Soy de esa generación que creció con los Simpson (decir «creció» y no «maduró» es adrede). Aún recuerdo ese día en que Jorge Barón TV transmitió el primer capítulo en Colombia. Me perdieron esa media hora.

Y esa misma generación es la que para cada cosa que le pasa en la vida recuerda un capítulo de Los Simpson. Y no solo en la vida, sino en el trabajo y proyectos. EN TODO, ¡MALDITA SEA! Por ejemplo, para decirles que a veces cuando estoy en reuniones y empiezo a imaginarme a mis compañeros como personajes de la serie, recuerdo el capítulo en el que Homero quería ser el doble de Krusty, y en la cena familiar todos tenían cara de payaso.

Cada vez que mi traga de turno me decía que no quería una relación seria, pero al otro día salía con el malo del barrio, sentía que me sacaban el corazón, como a Bart. Los bogotanos hemos visto varios que durante años nos han querido vender el monorriel, y estoy seguro que muchos de ustedes tienen las escenas y la música en la cabeza en este momento.

Con mi hermano solíamos burlarnos (con amor, con amor) de mi mamá porque era tan hacendosa y tan dedicada como Marge. Me atrevería a decir que más: los que conocen a doña Berta pueden dar fe de ello. Cada vez que llegábamos con nuestros amigos del barrio a jugar a la sala de la casa, en menos de 2 minutos 36 segundos entraba mi mamá con jugo para todos. Mi mamá se sabe todas las canciones de Soda Stereo y las canta cambiándoles la letra. Pero bueno ese es tema para otro post.

Ya más grandes, en la Universidad, cuando trasnochábamos para estudiar para parciales, teníamos que turnarnos para despertar a Alejo, porque se despertaba tan de mal genio que lo despertábamos con palo de escoba. Y no les miento. Rocío, Jaime y todos los demás les van a decir lo mismo. Era un peligro.

Y cuando nos enteramos que un jefe que tuve tenía su cuento con alguien de la oficina de al lado, no pude evitar recordar a Crabapple con Skinner bien arrinconados. Pero más grotesco.

Para no ir más lejos, en una entrada que hice hace un tiempo, proponiendo dividir a Bogotá para arreglarle los problemas («¿Y si dividimos Bogotá en dos?»), alguien me dijo «ah, claro. Como en Los Simpson», en el capítulo de Nuevo Springfield.

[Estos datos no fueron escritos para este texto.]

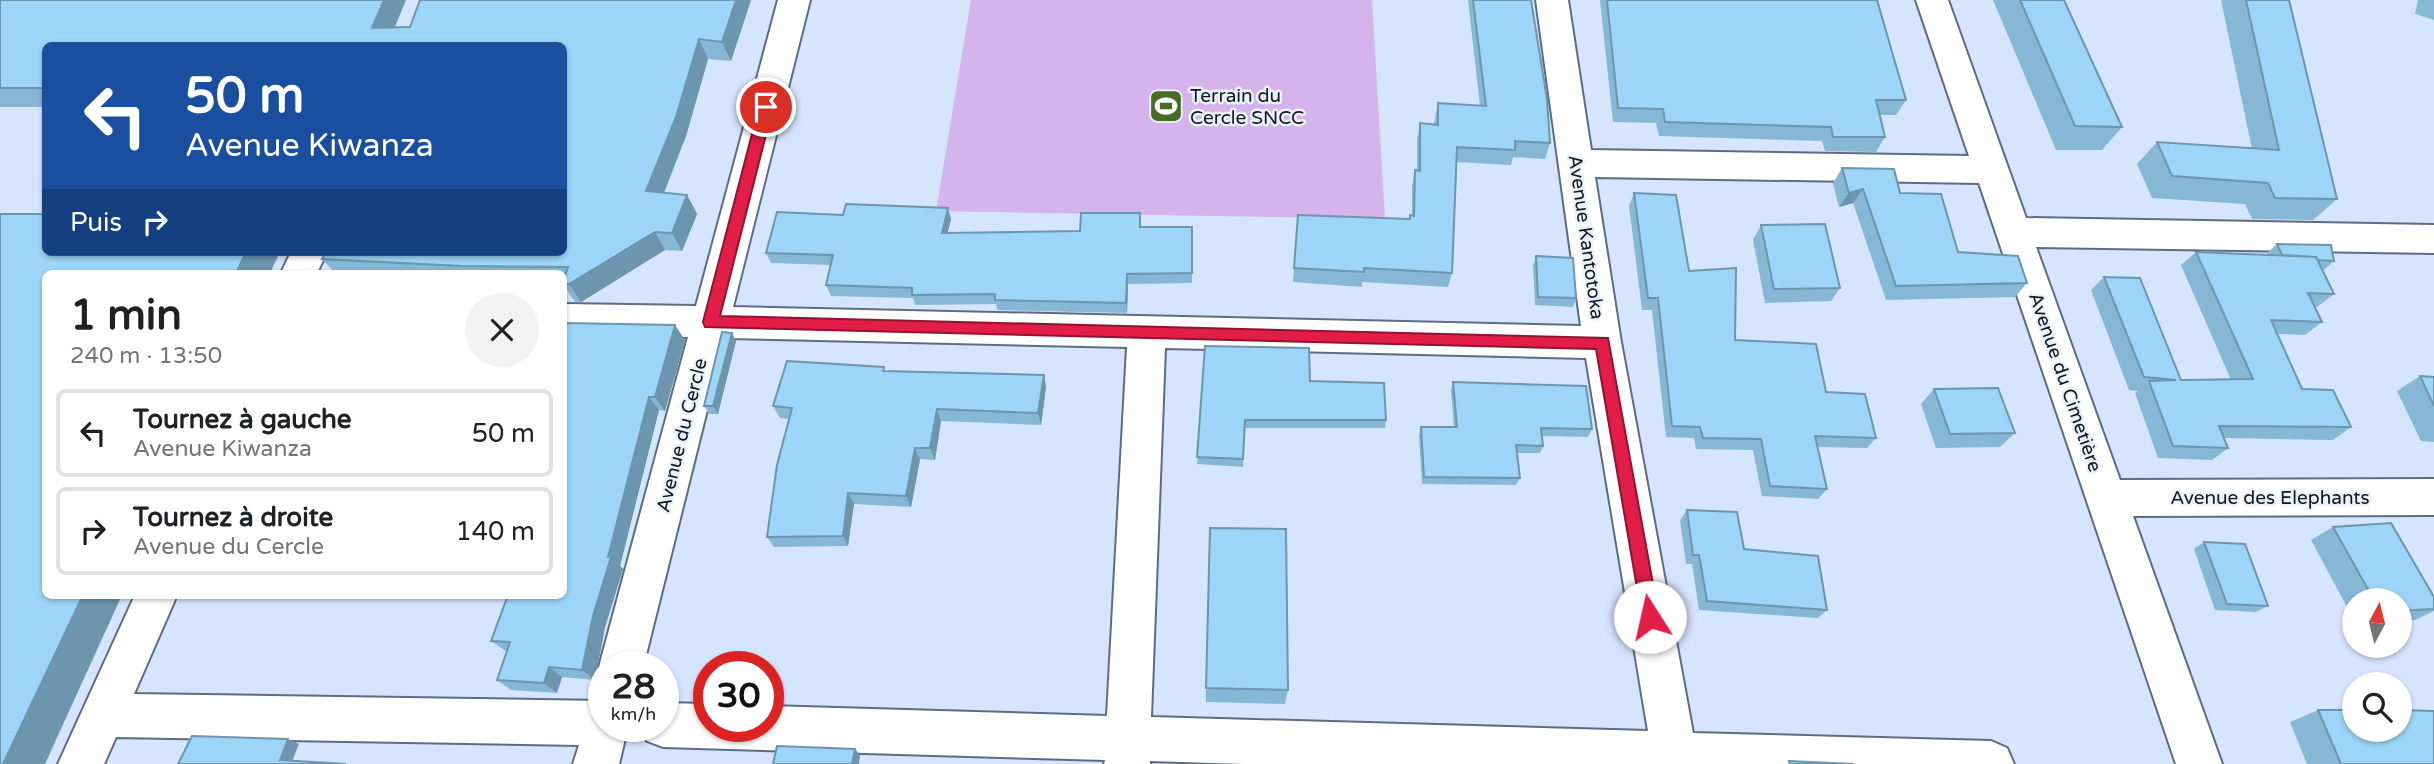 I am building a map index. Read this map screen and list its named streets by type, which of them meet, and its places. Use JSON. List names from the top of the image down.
{
  "streets": {
    "street": [
      "Avenue Kantotoka",
      "Avenue du Cimetière",
      "Avenue du Cercle",
      "Avenue des Elephants"
    ]
  },
  "crossings": [
    ["Avenue du Cimetière", "Avenue des Elephants"]
  ],
  "places": {
    "sports": ["Terrain du Cercle SNCC"]
  },
  "north": "top",
  "page": {
    "turn": ["50 m", "Avenue Kiwanza"],
    "then": "Puis",
    "heading": ["1 min", "240 m · 13:50"],
    "list": [
      {
        "name": "Tournez à gauche",
        "note": "Avenue Kiwanza",
        "value": "50 m"
      },
      {
        "name": "Tournez à droite",
        "note": "Avenue du Cercle",
        "value": "140 m"
      }
    ],
    "speed": "28 km/h",
    "limit": "30"
  }
}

Sueño con el día en que pueda poner un pajarito de madera a trabajar por mí mientras voy a tomarme un café; quisiera pegar en la pared de mi oficina las fotos de mi hija con una leyenda «Hazlo por ella» (en inglés, para ser fieles a la serie). Por poco me tatúo un «Ay caramba», pero mi novia me convenció de no hacerlo cuando me dijo que con arrugas se volvería un «A ramba».

Me queda la moral de no ser el único, y tener más de un amigo que se ríe como Nelson cada vez que alguien se cae. Y sí, también me imaginé esa risa mientras lo escribí, como ustedes leyendo esto con sonrisa de pendejos. Bueno, les tengo un mensaje: Tranquilos, NO ESTAMOS SOLOS.

Eso sí, les confieso que dejé de verlos hace un tiempo porque ya estaba llegando al borde de la obsesión. Aburrí a mis amigos de la U durante un mes tratando de imitar bien la voz de Homero. Y, como todos, siempre me creí el Bart del grupo, hasta que mis amigos me empezaron a decir Rafa cuando que me pillaron cantando Spice Girls.